Wenn die Bibel von Zucht spricht, meint sie in erster Linie Belehrung. Aus diesem Grund wird auch im Bibelbuch Sprüche viermal gesagt, man solle ‘auf Zucht hören’ (Sprüche 1:8; 4:1; 8:33; 19:27). Kinder müssen lernen, daß Gutestun sich segensreich auswirkt, Schlechtestun dagegen unangenehme Konsequenzen hat. Eine Bestrafung kann unterstreichen, daß ein bestimmtes Verhalten verkehrt ist, so wie eine Belohnung, zum Beispiel ein Lob, einem Kind bestätigt, daß es sich richtig verhalten hat. (Vergleiche 5. Mose 11:26-28.) Eltern tun gut daran, in Verbindung mit Bestrafungen Gottes Beispiel nachzuahmen, denn er sagte zu seinem Volk, er würde es „in rechtem Maße“ züchtigen (Jeremia 46:28). Bei manchen Kindern reichen schon einige mahnende Worte. Bei anderen helfen nur strengere Maßnahmen. Zucht „in rechtem Maße“ würde aber auf jeden Fall alles ausschließen, was der Psyche oder dem Körper eines Kindes echten Schaden zufügt.

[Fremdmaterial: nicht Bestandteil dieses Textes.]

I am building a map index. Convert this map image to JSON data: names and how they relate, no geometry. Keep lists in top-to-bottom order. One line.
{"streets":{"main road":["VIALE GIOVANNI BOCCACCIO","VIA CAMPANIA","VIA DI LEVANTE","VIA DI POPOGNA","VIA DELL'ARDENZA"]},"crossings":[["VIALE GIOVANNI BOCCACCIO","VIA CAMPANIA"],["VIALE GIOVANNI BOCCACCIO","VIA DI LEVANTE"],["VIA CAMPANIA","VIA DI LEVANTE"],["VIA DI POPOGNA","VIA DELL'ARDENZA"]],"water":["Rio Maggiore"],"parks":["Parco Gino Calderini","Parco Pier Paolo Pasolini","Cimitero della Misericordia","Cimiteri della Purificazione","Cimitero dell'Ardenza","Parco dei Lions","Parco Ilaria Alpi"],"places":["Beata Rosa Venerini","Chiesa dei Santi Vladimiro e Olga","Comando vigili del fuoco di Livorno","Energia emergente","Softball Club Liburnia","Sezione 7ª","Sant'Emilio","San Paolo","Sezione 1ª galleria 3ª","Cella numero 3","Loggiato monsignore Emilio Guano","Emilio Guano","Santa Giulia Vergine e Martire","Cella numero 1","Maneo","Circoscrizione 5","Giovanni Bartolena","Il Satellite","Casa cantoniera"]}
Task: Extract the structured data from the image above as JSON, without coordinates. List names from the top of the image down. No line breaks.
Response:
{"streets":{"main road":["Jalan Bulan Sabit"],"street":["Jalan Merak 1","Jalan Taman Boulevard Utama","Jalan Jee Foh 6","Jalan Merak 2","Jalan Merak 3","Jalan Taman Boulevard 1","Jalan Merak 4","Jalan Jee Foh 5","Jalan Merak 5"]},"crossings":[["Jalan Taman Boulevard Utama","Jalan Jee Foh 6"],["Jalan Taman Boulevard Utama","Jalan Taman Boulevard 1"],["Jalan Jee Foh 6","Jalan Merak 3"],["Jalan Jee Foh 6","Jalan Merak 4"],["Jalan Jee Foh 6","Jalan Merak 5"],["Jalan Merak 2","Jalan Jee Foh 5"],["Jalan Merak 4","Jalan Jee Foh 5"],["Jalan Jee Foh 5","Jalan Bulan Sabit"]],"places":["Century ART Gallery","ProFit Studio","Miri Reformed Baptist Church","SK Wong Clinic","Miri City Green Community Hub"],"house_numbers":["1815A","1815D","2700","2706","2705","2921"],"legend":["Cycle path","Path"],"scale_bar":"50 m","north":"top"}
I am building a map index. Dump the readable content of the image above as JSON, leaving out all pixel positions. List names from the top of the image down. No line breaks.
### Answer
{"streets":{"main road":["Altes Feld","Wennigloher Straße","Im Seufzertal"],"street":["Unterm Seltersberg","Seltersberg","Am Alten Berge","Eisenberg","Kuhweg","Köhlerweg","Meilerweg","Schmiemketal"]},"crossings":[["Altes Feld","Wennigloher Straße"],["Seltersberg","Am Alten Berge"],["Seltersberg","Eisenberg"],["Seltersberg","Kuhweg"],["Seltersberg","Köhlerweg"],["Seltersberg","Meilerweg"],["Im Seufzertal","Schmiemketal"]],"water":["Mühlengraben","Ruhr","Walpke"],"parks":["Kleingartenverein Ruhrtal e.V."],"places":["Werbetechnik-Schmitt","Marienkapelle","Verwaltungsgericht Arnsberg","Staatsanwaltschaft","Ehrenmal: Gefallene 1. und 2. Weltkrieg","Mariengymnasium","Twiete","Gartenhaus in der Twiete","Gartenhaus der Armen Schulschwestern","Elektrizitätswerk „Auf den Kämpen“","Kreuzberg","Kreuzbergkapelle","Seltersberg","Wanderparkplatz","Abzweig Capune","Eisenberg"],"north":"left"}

Bei der Erteilung von Zucht ausgeglichen zu sein sollte auch beinhalten, Kindern beizubringen, Grenzen anzuerkennen. Viele dieser Grenzen werden in Gottes Wort klar definiert. Die Bibel lehrt, daß man die Grenzmarkierungen um persönliches Eigentum respektieren sollte (5. Mose 19:14). Sie setzt Grenzen, indem sie die Liebe zur Gewalt und die absichtliche Verletzung anderer mißbilligt (Psalm 11:5; Matthäus 7:12). Sie setzt Grenzen auf dem Gebiet der Sexualität, denn sie verurteilt Inzest (3. Mose 18:6-18). Und sie setzt auch auf zwischenmenschlicher, emotioneller Ebene Grenzen, indem sie verbietet, andere mit gemeinen Spottnamen zu bedenken oder zu anderen Formen der verbalen Mißhandlung zu greifen (Matthäus 5:22). Kindern diese Grenzen aufzuzeigen — sowohl durch Worte als auch durch das eigene Beispiel — ist unerläßlich, um ein gesundes häusliches Milieu zu schaffen.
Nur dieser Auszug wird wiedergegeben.